# The Dataset
Aviation Accident Database & Synopses

Dataset on kaggle.com: https://www.kaggle.com/khsamaha/aviation-accident-database-synopses

URL for webget download: [UPDATED] https://raw.githubusercontent.com/edipetres/Depressed_Year/master/Dataset_Assignment/AviationDataset.csv

## Questions
### Human Development Index
1. How do the flight phases (ex. take off, cruise, landing..) contribute to fatalities? Chart!
2. Which 5 states saw the most injuries in the US? Show it on a barchart! *
3. Which 5 aircraft models had the most injuries (fatal, serious, minor)? Show them on a piechart!
4. What was the distribution of fatal injuries during the last 20 years? Show it on a barchart!
5. [UPDATED] What was the survival rate (how many died / how many survived) for substantially damaged AND destroyed aircrafts since 1993, showing data for each year. Show results on a stacked bar plot. (see more in notebook 14 - Intro to plotting / example 62.) **

### Notes
Be wary of missing data in the columns

*Injuries are counted from the Total Serious Injuries and Total Minor Injuries columns (by default fatal injuries are not counted here)

** Survivals are counted from the three columns with injuries that are non-fatal (serious, minor injuries and uninjured)

groupMembers = ['Emil Klausen', 'Edmond Petres, 'Lucas Fredmark', 'Plamen Getsov']

## Question 1
How do the flight phases (ex. take off, cruise, landing..) contribute to fatalities? Chart!

## Question 2
Which 5 states saw the most injuries in the US? Show it on a barchart! *

## Question 3
Which 5 aircraft models had the most injuries (fatal, serious, minor)?

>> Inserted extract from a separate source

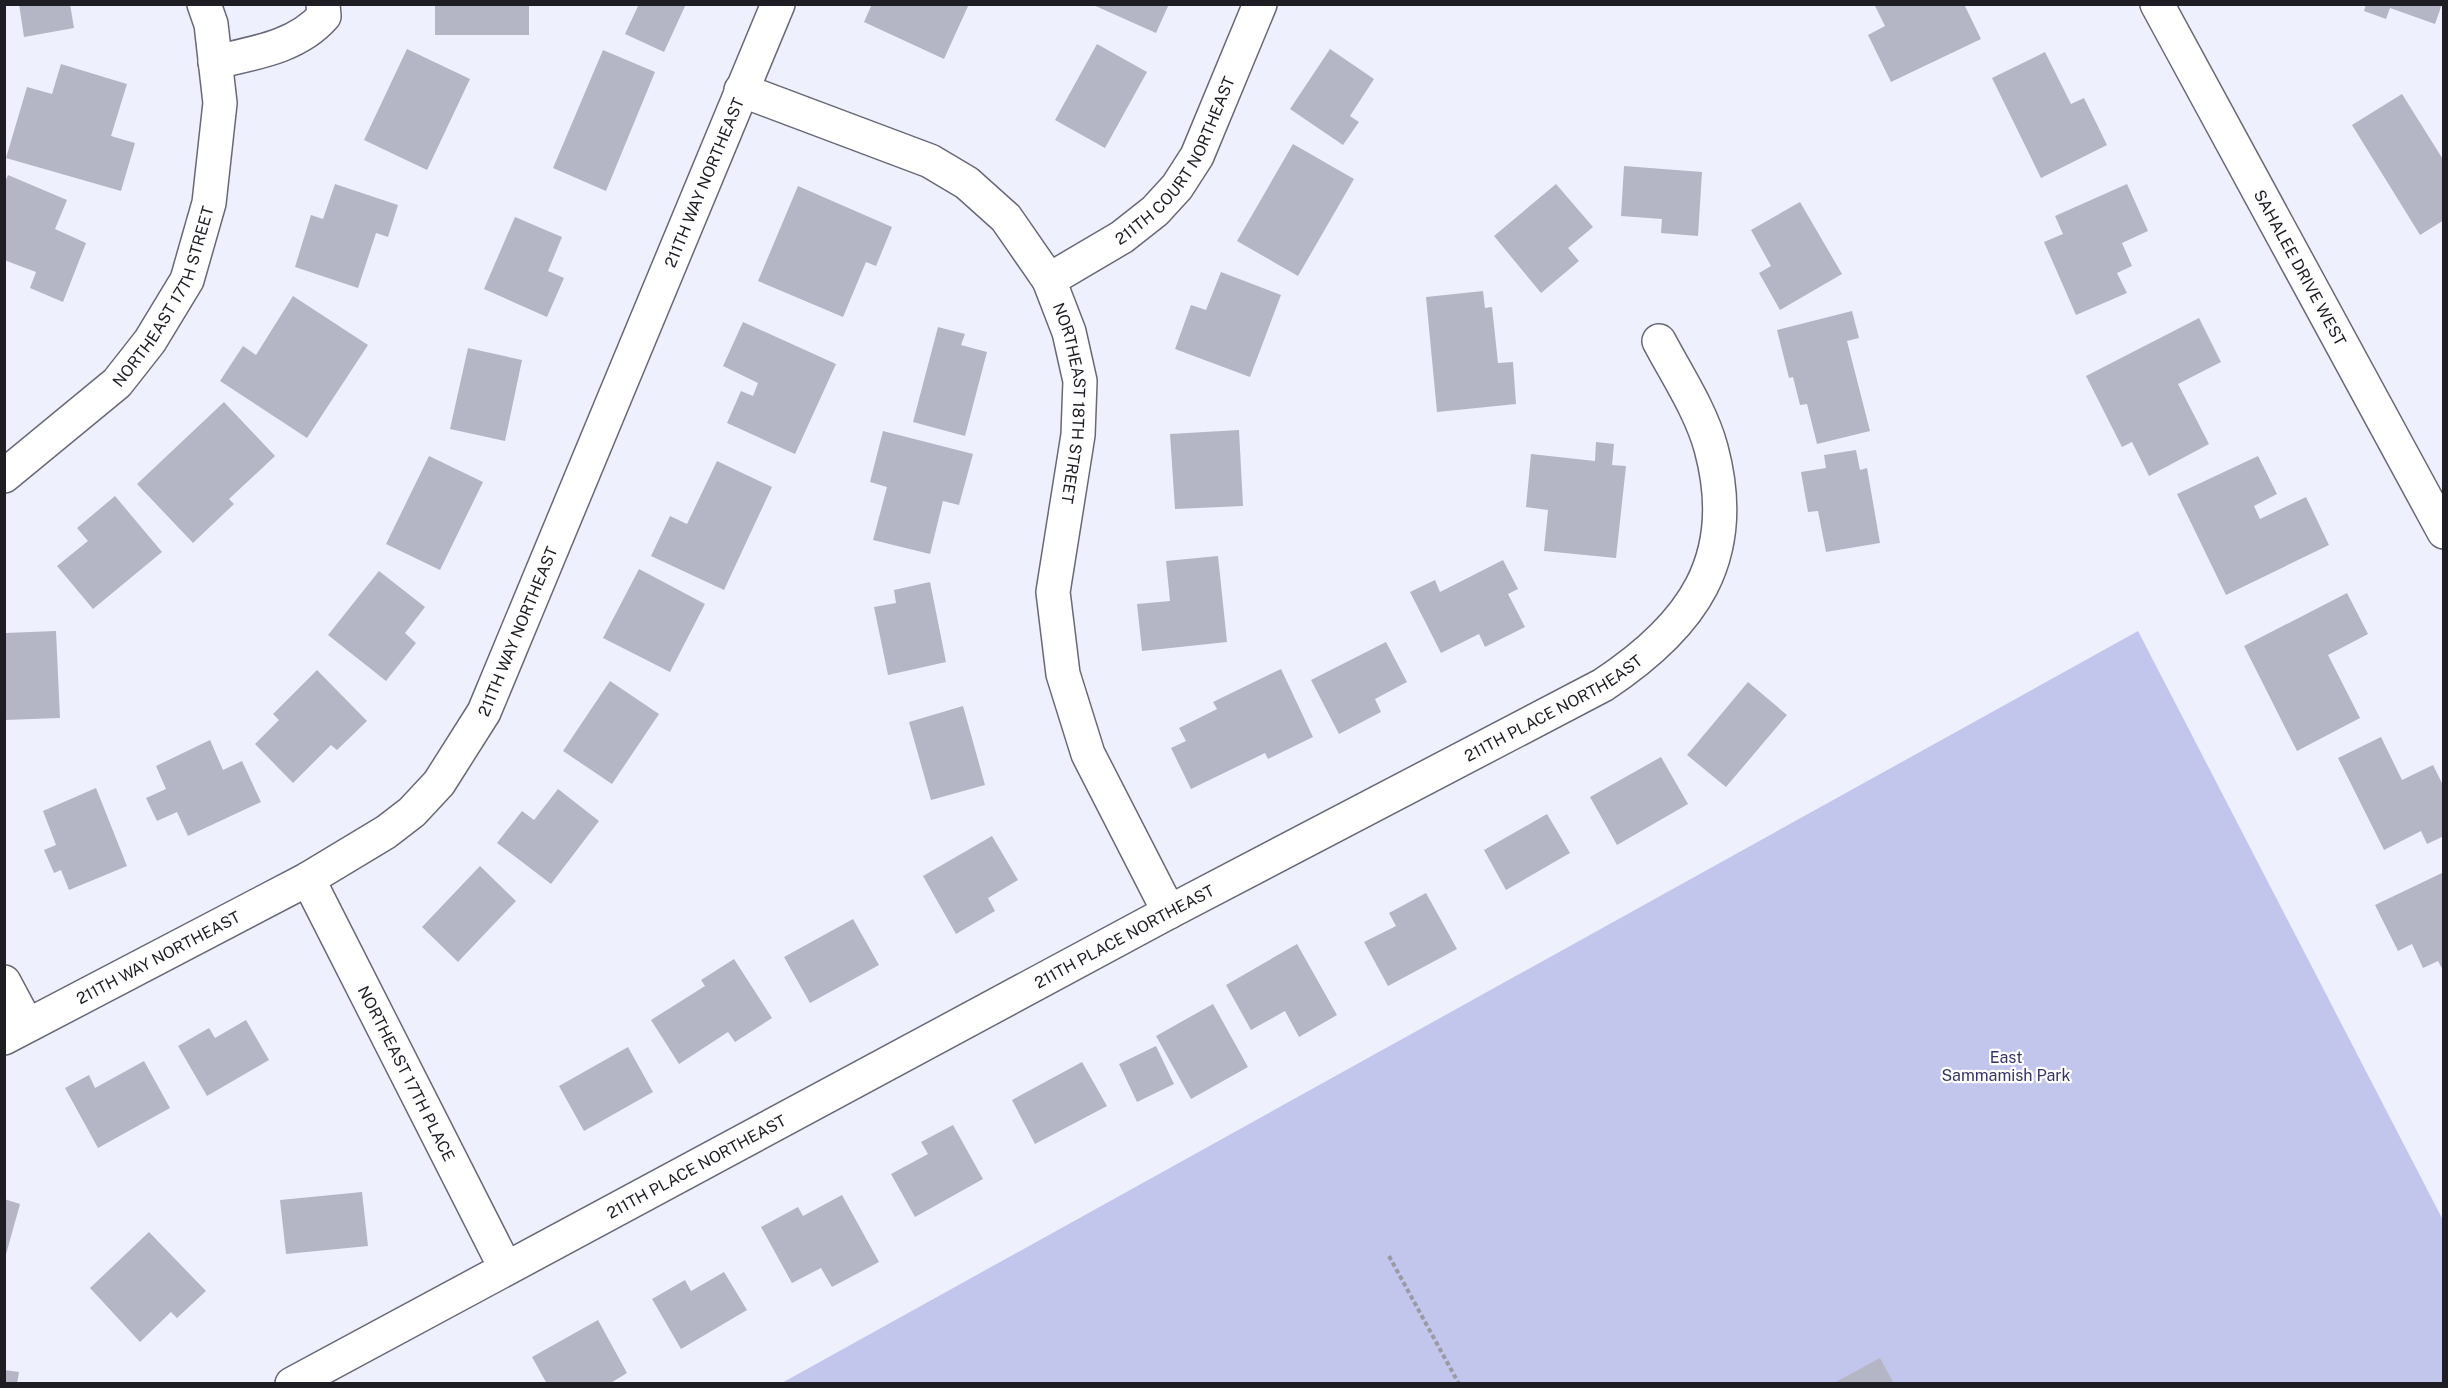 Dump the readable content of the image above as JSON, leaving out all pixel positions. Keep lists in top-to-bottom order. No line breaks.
{"streets":{"street":["211TH COURT NORTHEAST","211TH WAY NORTHEAST","SAHALEE DRIVE WEST","NORTHEAST 17TH STREET","NORTHEAST 18TH STREET","211TH PLACE NORTHEAST","NORTHEAST 17TH PLACE"]},"crossings":[["211TH COURT NORTHEAST","NORTHEAST 18TH STREET"],["211TH WAY NORTHEAST","NORTHEAST 18TH STREET"],["211TH WAY NORTHEAST","NORTHEAST 17TH PLACE"],["NORTHEAST 18TH STREET","211TH PLACE NORTHEAST"],["211TH PLACE NORTHEAST","NORTHEAST 17TH PLACE"]],"parks":["East Sammamish Park"]}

Show them on a piechart!

The first order of business is to import all the libraries that we need. For our solution to this question we will use the following:

In [None]:
import webget
import pandas as pd
import os
from urllib.parse import urlparse
import matplotlib.pyplot as plt
import heapq

We will be using [pandas](http://pandas.pydata.org/) to read all the data from a csv file and prepare it for data handling as a dataframe object. Webget is a custom library written by us to download a file at a direct link location. Next, [os](https://docs.python.org/2/library/os.html) is used to get the destination of the file platform non-specific. Next, [urlparse](https://docs.python.org/2/library/urlparse.html) is used in conjunction with our webget to wellform a url. Next, [heapq](https://docs.python.org/2/library/heapq.html), which is a module that gives us access to things like the [heapsort](https://en.wikipedia.org/wiki/Heapsort) algorithm.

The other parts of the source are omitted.